Ségolène Royal, qui craignait l'exercice, a su rivaliser avec DSK et Fabius. L'analyse, à chaud, de Lexpansion.com sur le premier débat télévisé entre les trois candidats à l'investiture du PS.

Elèves sérieux, derrière leurs pupitres, les trois candidats à l'investiture du parti socialiste pour l'élection présidentielle ont parfaitement suivi les règles du débat. Courtois, ils ne se sont jamais directement adressés la parole et ont répondu avec application aux questions que les deux journalistes de la Chaîne Parlementaire et de Public Sénat avaient puisées parmi celles posées par les militants. L'exercice était difficile, puisqu'il s'agissait, pour chacun d'eux, de se différencier alors qu'ils ont tous signé le projet du parti socialiste, ce petit livre rouge brandi par Laurent Fabius en début d'émission, lors d'un des très rares effets de manche d'un débat qui aura duré deux heures. Renationaliser EDF, soutenir la recherche et l'innovation, mettre l'accent sur le développement durable et les énergies renouvelables, lutter contre les délocalisations en taxant les entreprises qui y ont recours : sur tous ces points, les trois candidats sont d'accord. Mais l'exercice, pourtant, était loin d'être inutile. Les positionnements des uns et des autres se sont affinés et, au final, Dominique Strauss-Kahn, Ségolène Royal et Laurent Fabius ont su faire entendre leur petite musique.

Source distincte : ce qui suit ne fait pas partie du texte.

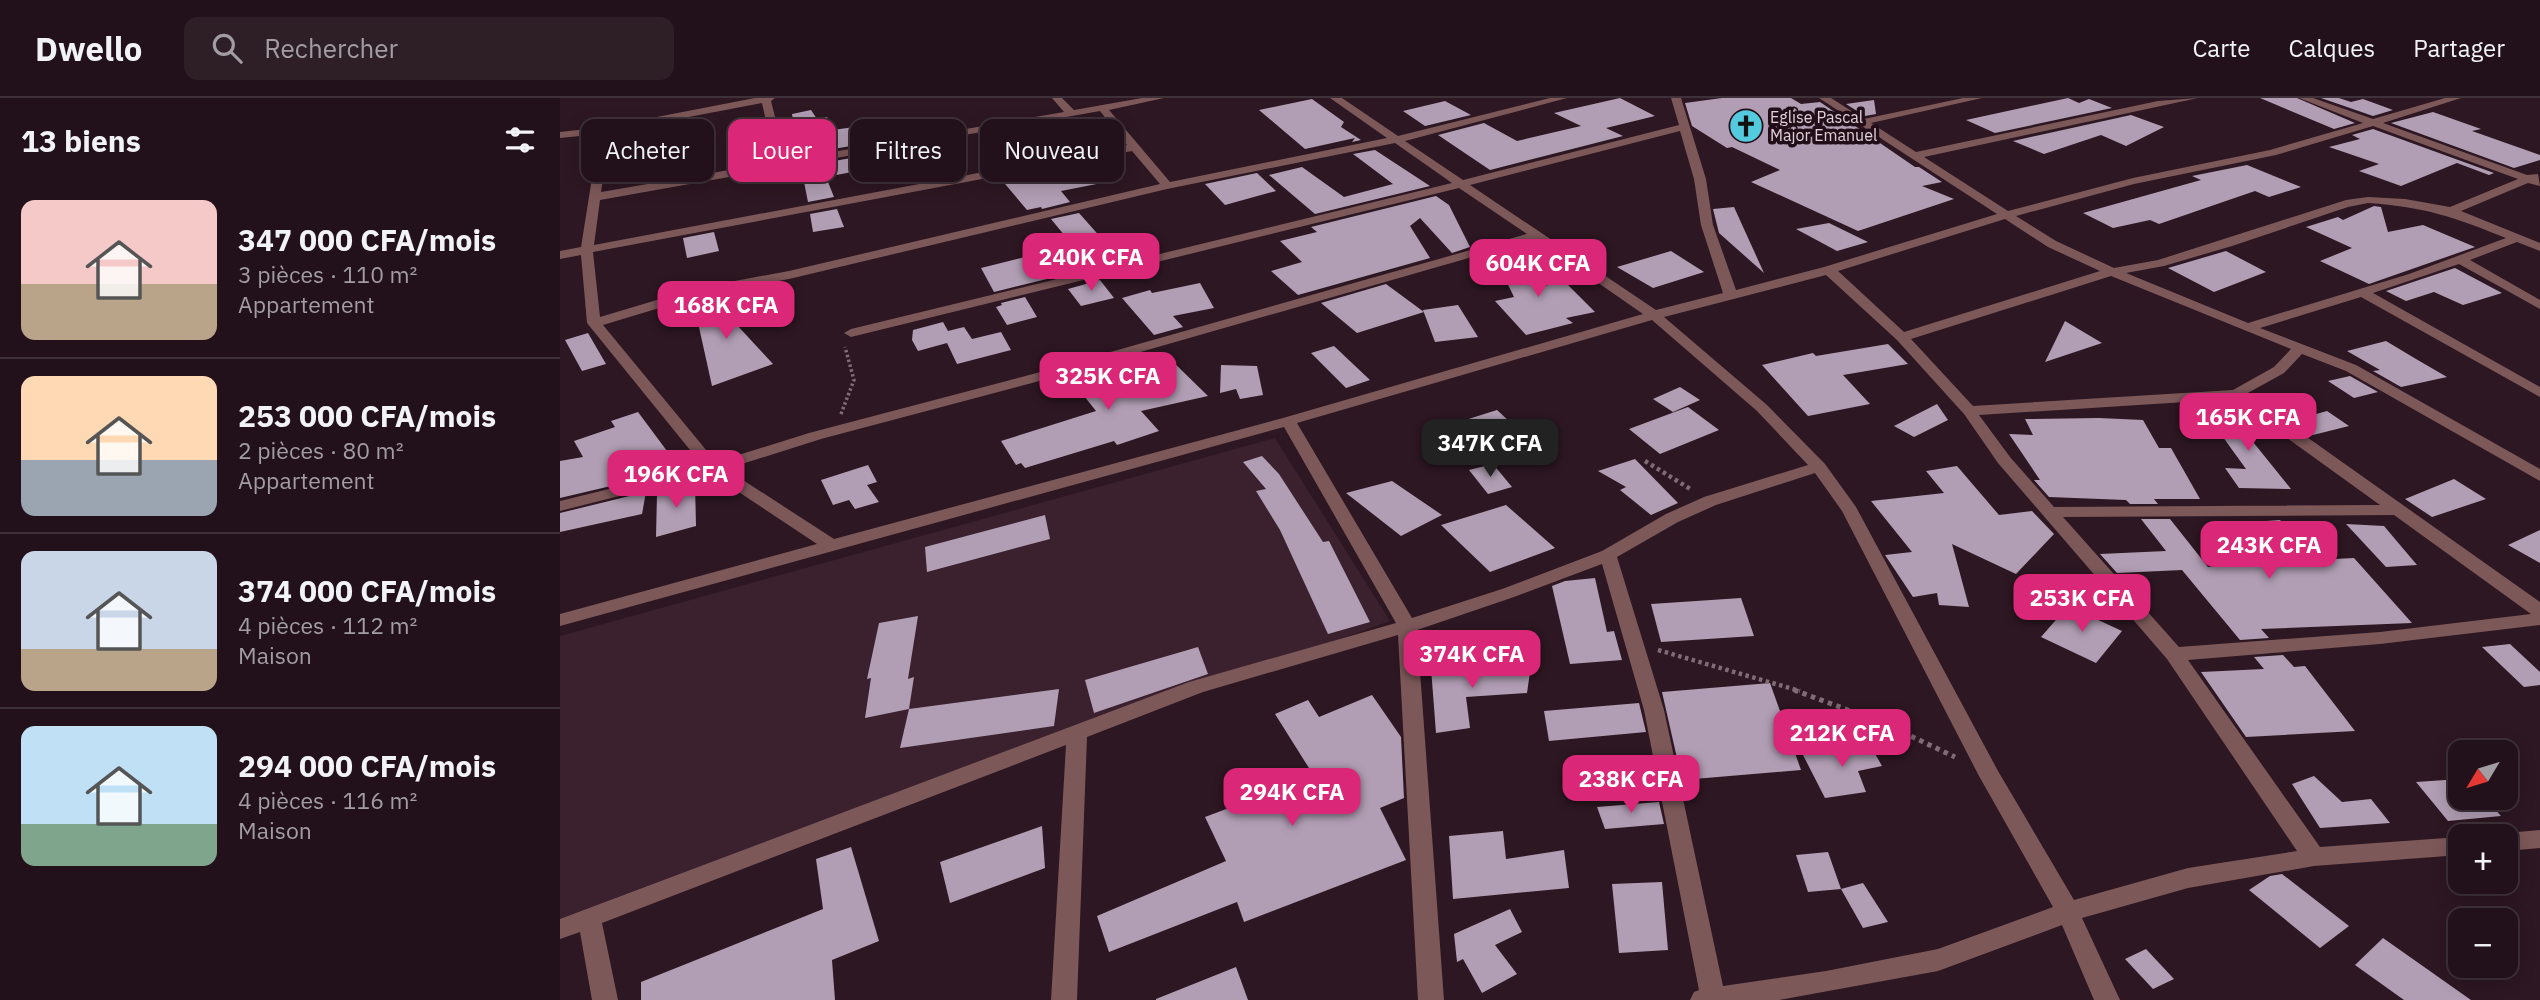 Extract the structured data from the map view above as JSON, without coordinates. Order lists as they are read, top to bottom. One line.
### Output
{"places":{"church":["Eglise Pascal Major Emanuel"]},"north":"bottom left","page":{"header":"Dwello","search":"Rechercher","nav":["Carte","Calques","Partager"],"heading":"13 biens","chip":["Acheter","Louer","Filtres","Nouveau"],"list":[{"name":"347 000 CFA/mois","note":"3 pièces · 110 m² · Appartement"},{"name":"253 000 CFA/mois","note":"2 pièces · 80 m² · Appartement"},{"name":"374 000 CFA/mois","note":"4 pièces · 112 m² · Maison"},{"name":"294 000 CFA/mois","note":"4 pièces · 116 m² · Maison"}],"price":["240K CFA","604K CFA","168K CFA","325K CFA","165K CFA","347K CFA","196K CFA","243K CFA","253K CFA","374K CFA","212K CFA","238K CFA","294K CFA"],"map_buttons":["+","−"]}} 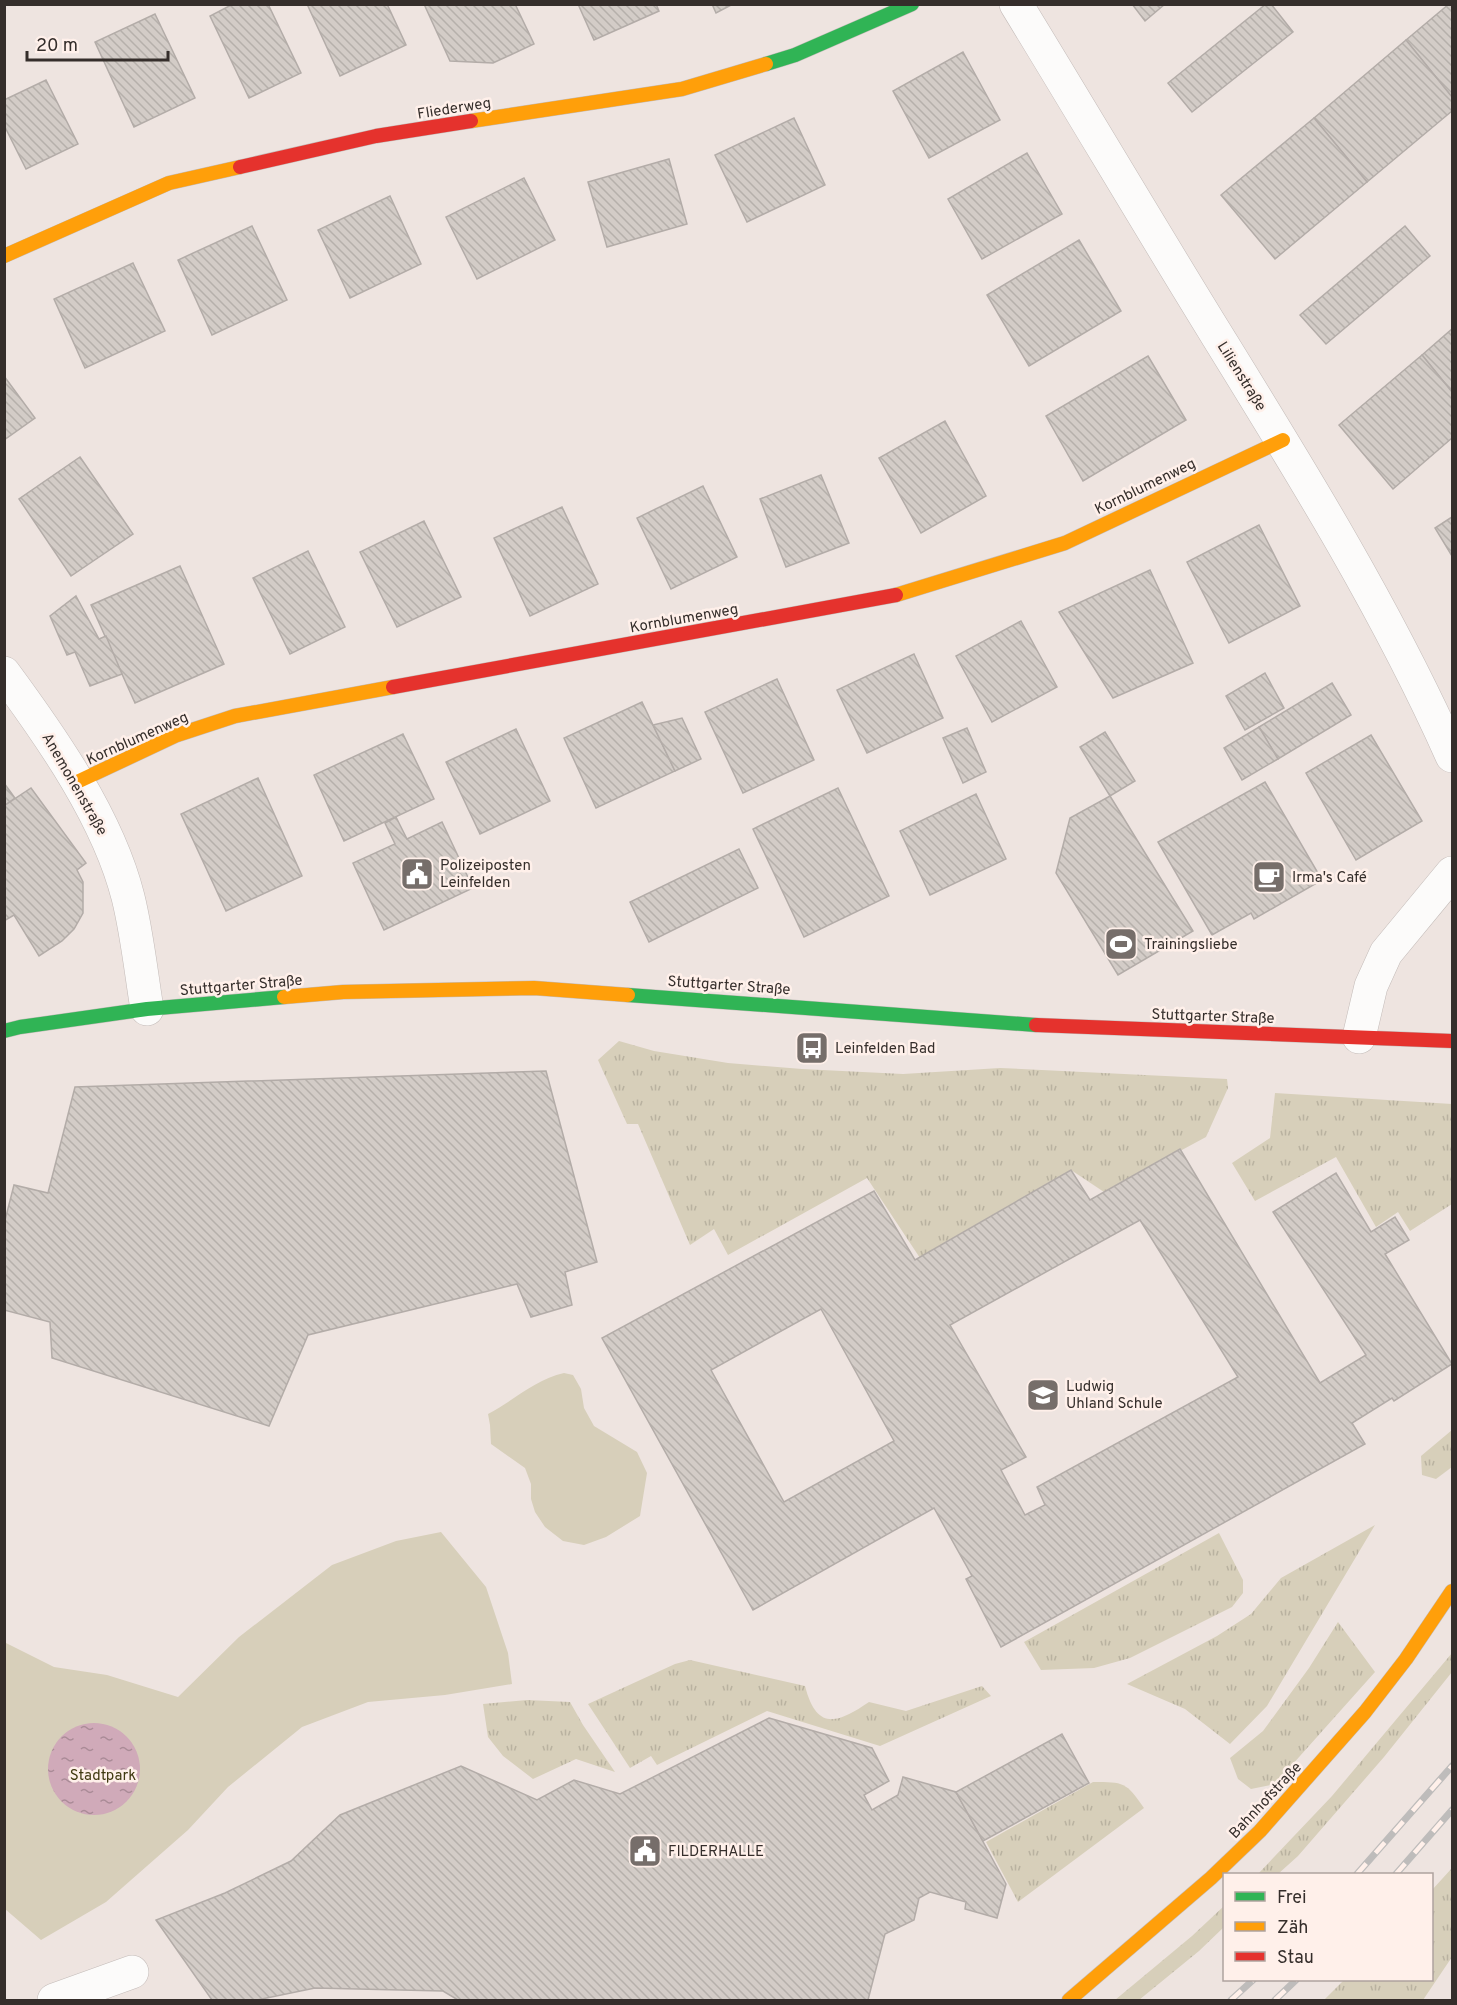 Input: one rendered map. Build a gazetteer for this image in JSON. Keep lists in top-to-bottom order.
{
  "streets": {
    "street": [
      "Fliederweg",
      "Lilienstraße",
      "Kornblumenweg",
      "Anemonenstraße",
      "Stuttgarter Straße",
      "Bahnhofstraße"
    ]
  },
  "crossings": [
    ["Lilienstraße", "Kornblumenweg"],
    ["Kornblumenweg", "Anemonenstraße"],
    ["Anemonenstraße", "Stuttgarter Straße"]
  ],
  "parks": ["Stadtpark"],
  "places": {
    "public building": ["Polizeiposten Leinfelden", "FILDERHALLE"],
    "cafe": ["Irma's Café"],
    "sports": ["Trainingsliebe"],
    "bus stop": ["Leinfelden Bad"],
    "school or university": ["Ludwig Uhland Schule"]
  },
  "legend": ["Frei", "Zäh", "Stau"],
  "scale_bar": "20 m"
} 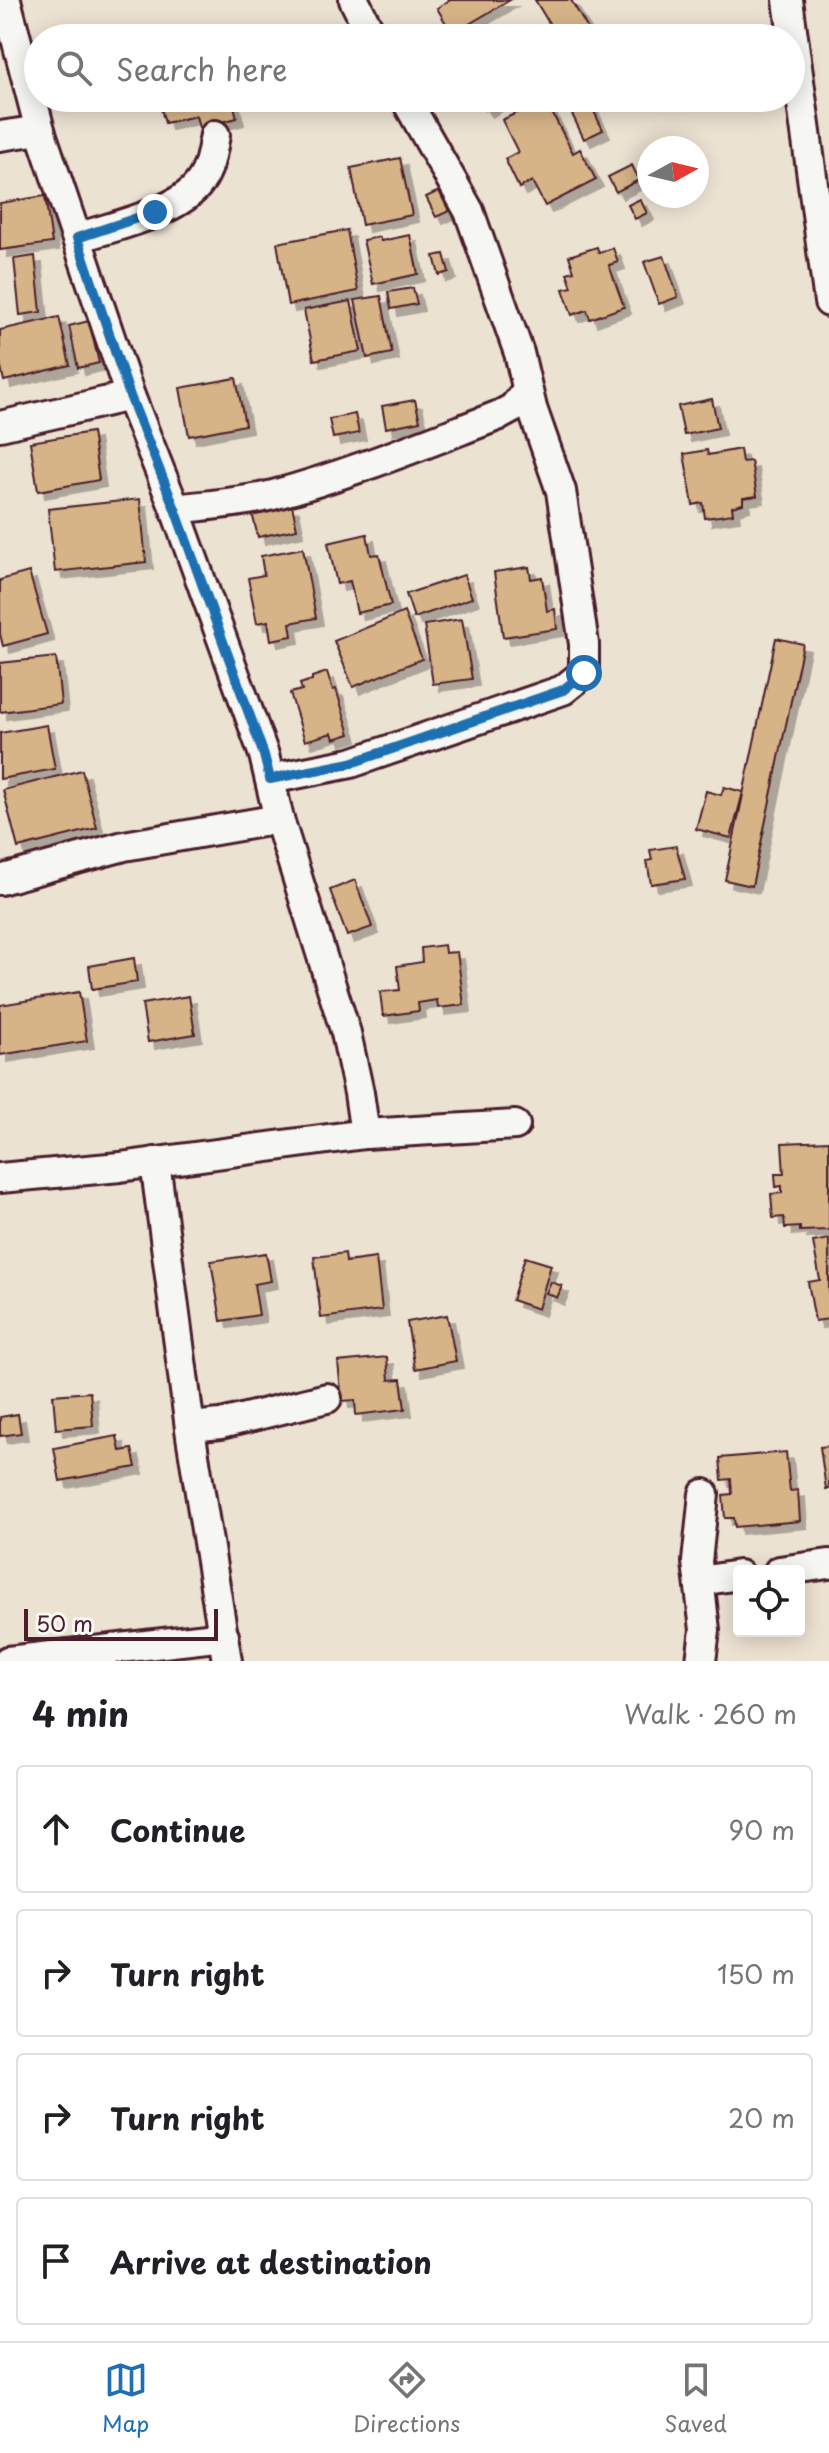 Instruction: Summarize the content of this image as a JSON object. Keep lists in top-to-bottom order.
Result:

Ce dernier, sans doute heureux d'avoir été placé à gauche par le tirage au sort, s'est posé en champion du volontarisme politique. L'Etat reste selon Laurent Fabius le moteur principal pour relancer la croissance, améliorer le pouvoir d'achat, ou réduire les inégalités. L'ancien premier ministre de François Mitterrand a assuré que c'était « au gouvernement de prendre sa responsabilité » et a rappelé l'importance de frapper, d'emblée, un grand coup en arrivant au pouvoir, en décidant d'une augmentation du SMIC de 100 euros, soit 8%. Il a assuré que les 35 heures devaient être étendues aux petites entreprises. Il a souligné la nécessité d'un niveau de retraite minimum, fixé aux alentours de 85% du SMIC. Affirmant aussi qu'une « société se lit par rapport au sort qu'elle fait aux personnes dépendantes », il a aussi affirmé qu'il fallait créer une cinquième branche de la sécurité sociale, dédiée à ce sujet et financée par une hausse de la CSG comprise entre 0,5 et 1%.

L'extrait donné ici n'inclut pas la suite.